◆ **Description of the task**
Make an exact copy of all the entries below, with the pictures left out.

◆ **Information supplied**
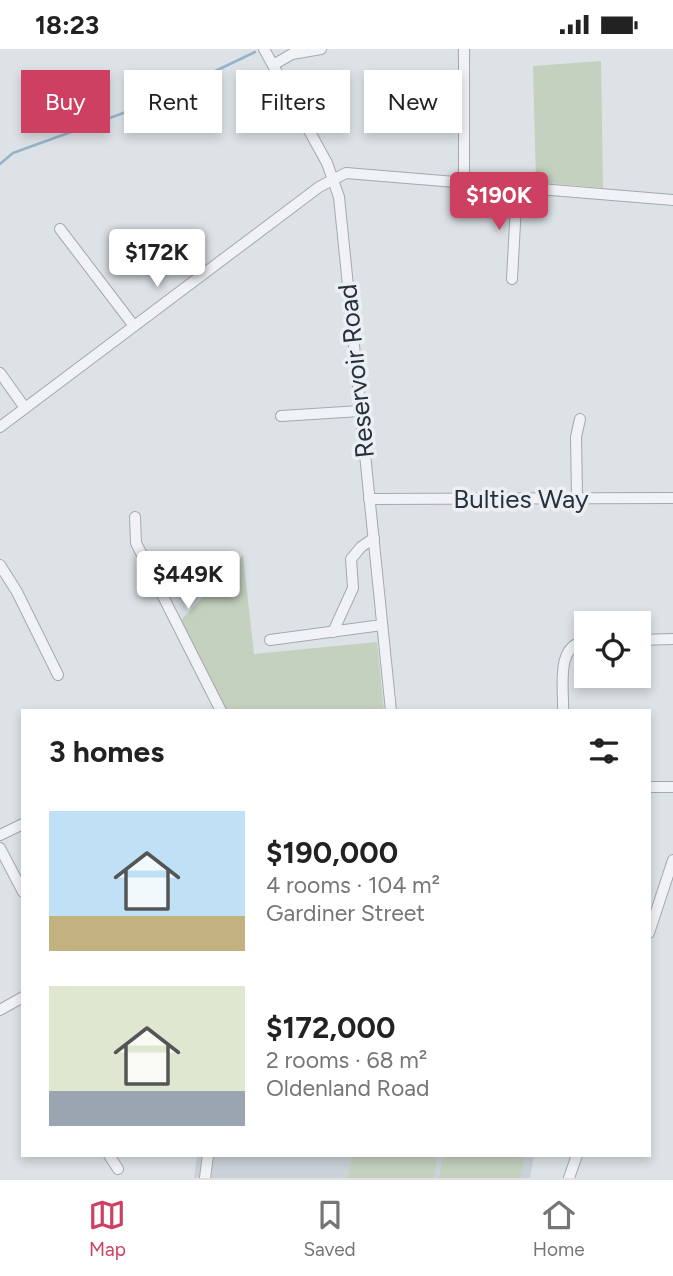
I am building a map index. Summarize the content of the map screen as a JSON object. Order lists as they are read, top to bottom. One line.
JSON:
{"streets":{"street":["Reservoir Road","Bulties Way"]},"crossings":[["Reservoir Road","Bulties Way"]],"page":{"status":"18:23","chip":["Buy","Rent","Filters","New"],"price":["$190K","$172K","$449K"],"heading":"3 homes","list":[{"name":"$190,000","note":"4 rooms · 104 m² · Gardiner Street"},{"name":"$172,000","note":"2 rooms · 68 m² · Oldenland Road"}],"tabs":["Map","Saved","Home"]}}
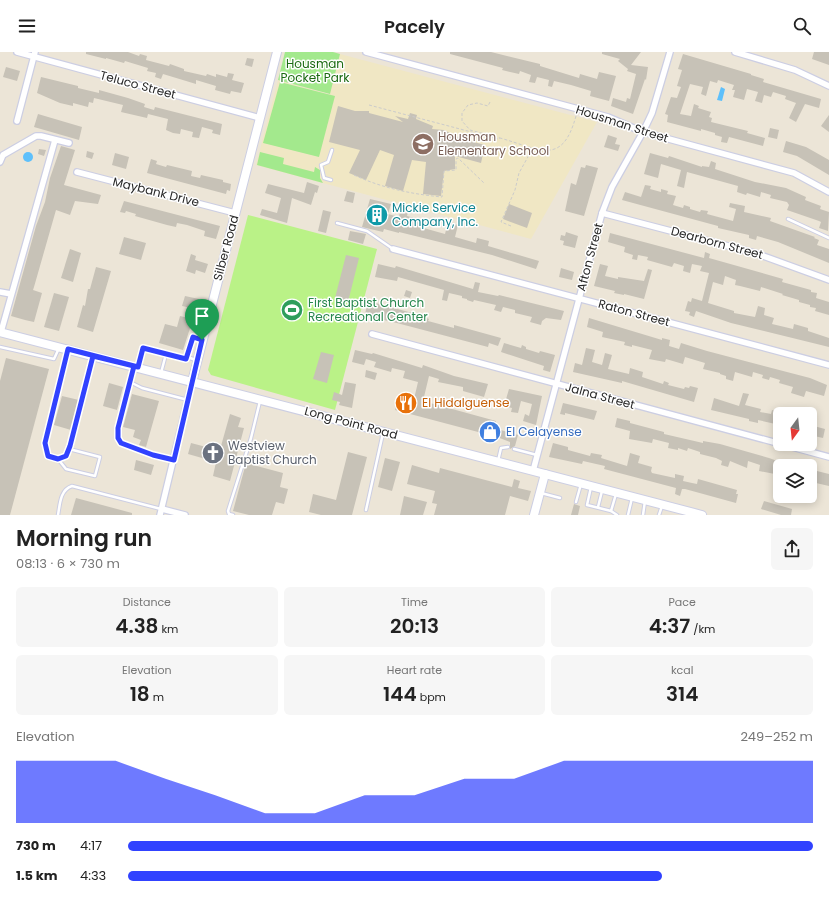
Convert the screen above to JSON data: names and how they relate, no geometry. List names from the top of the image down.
{
  "streets": {
    "main road": ["Silber Road", "Long Point Road"],
    "street": [
      "Teluco Street",
      "Housman Street",
      "Maybank Drive",
      "Dearborn Street",
      "Afton Street",
      "Raton Street",
      "Jalna Street"
    ]
  },
  "crossings": [
    ["Teluco Street", "Silber Road"],
    ["Housman Street", "Afton Street"],
    ["Maybank Drive", "Silber Road"],
    ["Dearborn Street", "Afton Street"],
    ["Silber Road", "Long Point Road"],
    ["Afton Street", "Raton Street"],
    ["Afton Street", "Jalna Street"],
    ["Afton Street", "Long Point Road"]
  ],
  "parks": ["Housman Pocket Park"],
  "places": {
    "school or university": ["Housman Elementary School"],
    "building": ["Mickie Service Company, Inc."],
    "sports": ["First Baptist Church Recreational Center"],
    "restaurant": ["El Hidalguense"],
    "shop": ["El Celayense"],
    "church": ["Westview Baptist Church"]
  },
  "north": "bottom",
  "page": {
    "header": "Pacely",
    "heading": ["Morning run", "08:13 · 6 × 730 m"],
    "stats": [
      ["Distance", "4.38 km"],
      ["Time", "20:13"],
      ["Pace", "4:37 /km"],
      ["Elevation", "18 m"],
      ["Heart rate", "144 bpm"],
      ["kcal", "314"]
    ],
    "chart": ["Elevation", "249–252 m"],
    "list": [
      {
        "name": "730 m",
        "note": "4:17"
      },
      {
        "name": "1.5 km",
        "note": "4:33"
      }
    ]
  }
}
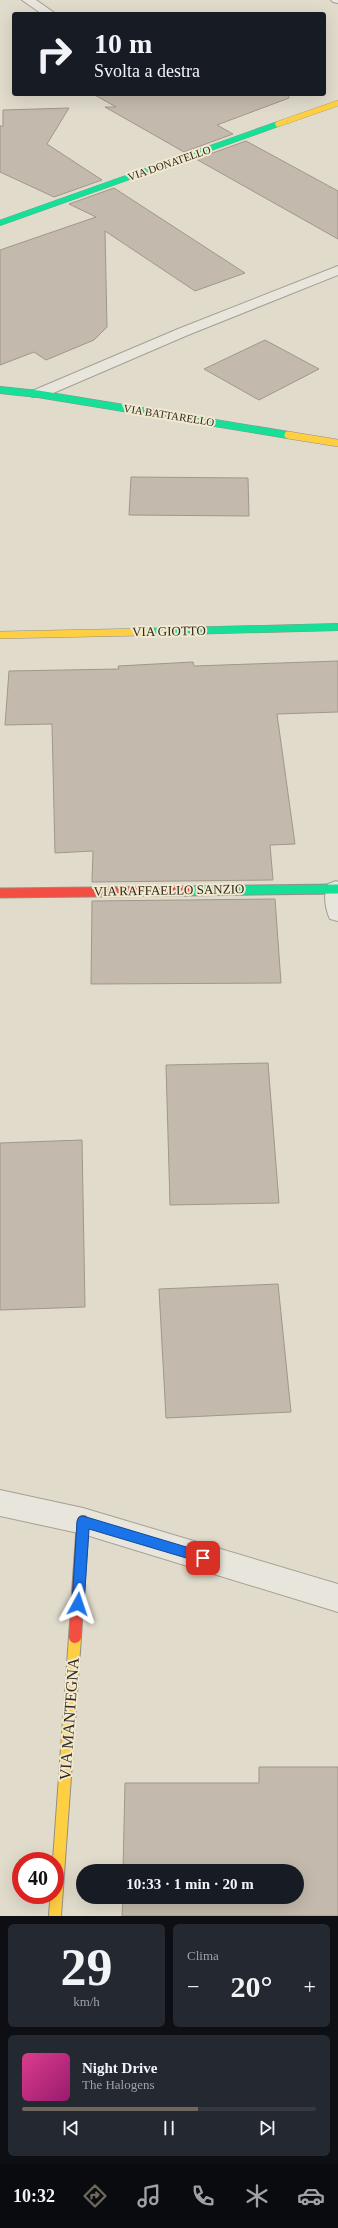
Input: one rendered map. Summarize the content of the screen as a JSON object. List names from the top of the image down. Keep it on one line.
{"streets":{"street":["VIA DONATELLO","VIA BATTARELLO","VIA GIOTTO","VIA RAFFAELLO SANZIO","VIA MANTEGNA"]},"page":{"turn":["10 m","Svolta a destra"],"limit":"40","trip":"10:33 · 1 min · 20 m","tile":[["29","km/h"],"Clima"],"heat":["−","20°","+"],"song":["Night Drive","The Halogens"],"tabs":"10:32"}}
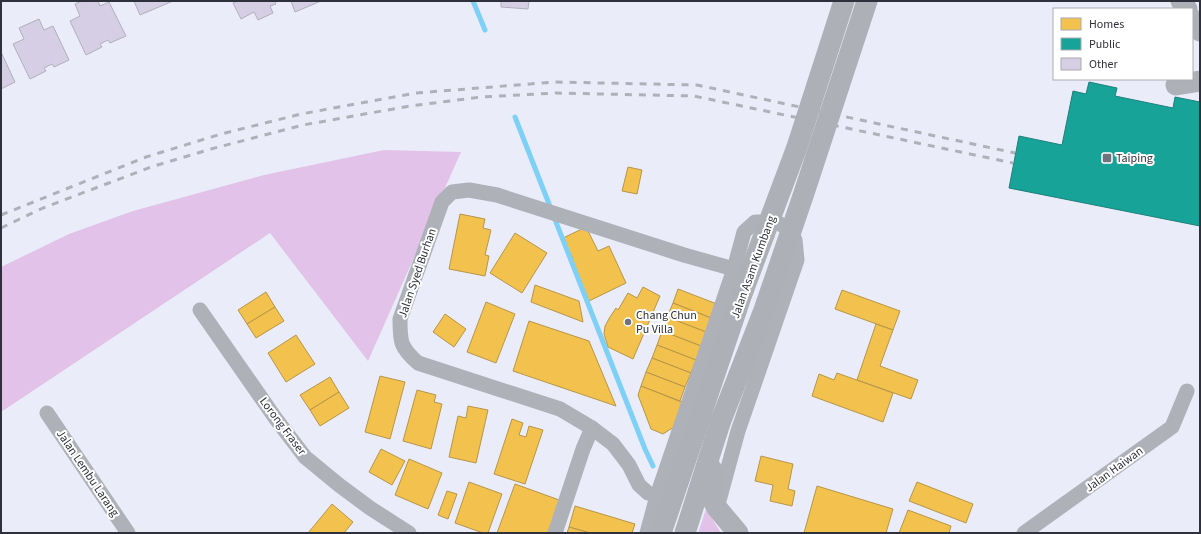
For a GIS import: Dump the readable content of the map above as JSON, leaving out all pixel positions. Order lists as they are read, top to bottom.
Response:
{
  "streets": {
    "main road": ["Jalan Asam Kumbang"],
    "street": [
      "Jalan Syed Burhan",
      "Lorong Fraser",
      "Jalan Haiwan",
      "Jalan Lembu Larang"
    ]
  },
  "places": {
    "transit": ["Taiping"],
    "other": ["Chang Chun Pu Villa"]
  },
  "legend": ["Homes", "Public", "Other"]
}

◆ **Written solution**
I am building a map index. Summarize the content of the map screen as a JSON object. Order lists as they are read, top to bottom. One line.
JSON:
{"streets":{"street":["Reservoir Road","Bulties Way"]},"crossings":[["Reservoir Road","Bulties Way"]],"page":{"status":"18:23","chip":["Buy","Rent","Filters","New"],"price":["$190K","$172K","$449K"],"heading":"3 homes","list":[{"name":"$190,000","note":"4 rooms · 104 m² · Gardiner Street"},{"name":"$172,000","note":"2 rooms · 68 m² · Oldenland Road"}],"tabs":["Map","Saved","Home"]}}
Convert the screen above to JSON data: names and how they relate, no geometry. List names from the top of the image down.
{
  "streets": {
    "main road": ["Silber Road", "Long Point Road"],
    "street": [
      "Teluco Street",
      "Housman Street",
      "Maybank Drive",
      "Dearborn Street",
      "Afton Street",
      "Raton Street",
      "Jalna Street"
    ]
  },
  "crossings": [
    ["Teluco Street", "Silber Road"],
    ["Housman Street", "Afton Street"],
    ["Maybank Drive", "Silber Road"],
    ["Dearborn Street", "Afton Street"],
    ["Silber Road", "Long Point Road"],
    ["Afton Street", "Raton Street"],
    ["Afton Street", "Jalna Street"],
    ["Afton Street", "Long Point Road"]
  ],
  "parks": ["Housman Pocket Park"],
  "places": {
    "school or university": ["Housman Elementary School"],
    "building": ["Mickie Service Company, Inc."],
    "sports": ["First Baptist Church Recreational Center"],
    "restaurant": ["El Hidalguense"],
    "shop": ["El Celayense"],
    "church": ["Westview Baptist Church"]
  },
  "north": "bottom",
  "page": {
    "header": "Pacely",
    "heading": ["Morning run", "08:13 · 6 × 730 m"],
    "stats": [
      ["Distance", "4.38 km"],
      ["Time", "20:13"],
      ["Pace", "4:37 /km"],
      ["Elevation", "18 m"],
      ["Heart rate", "144 bpm"],
      ["kcal", "314"]
    ],
    "chart": ["Elevation", "249–252 m"],
    "list": [
      {
        "name": "730 m",
        "note": "4:17"
      },
      {
        "name": "1.5 km",
        "note": "4:33"
      }
    ]
  }
}
Input: one rendered map. Summarize the content of the screen as a JSON object. List names from the top of the image down. Keep it on one line.
{"streets":{"street":["VIA DONATELLO","VIA BATTARELLO","VIA GIOTTO","VIA RAFFAELLO SANZIO","VIA MANTEGNA"]},"page":{"turn":["10 m","Svolta a destra"],"limit":"40","trip":"10:33 · 1 min · 20 m","tile":[["29","km/h"],"Clima"],"heat":["−","20°","+"],"song":["Night Drive","The Halogens"],"tabs":"10:32"}}
For a GIS import: Dump the readable content of the map above as JSON, leaving out all pixel positions. Order lists as they are read, top to bottom.
Response:
{
  "streets": {
    "main road": ["Jalan Asam Kumbang"],
    "street": [
      "Jalan Syed Burhan",
      "Lorong Fraser",
      "Jalan Haiwan",
      "Jalan Lembu Larang"
    ]
  },
  "places": {
    "transit": ["Taiping"],
    "other": ["Chang Chun Pu Villa"]
  },
  "legend": ["Homes", "Public", "Other"]
}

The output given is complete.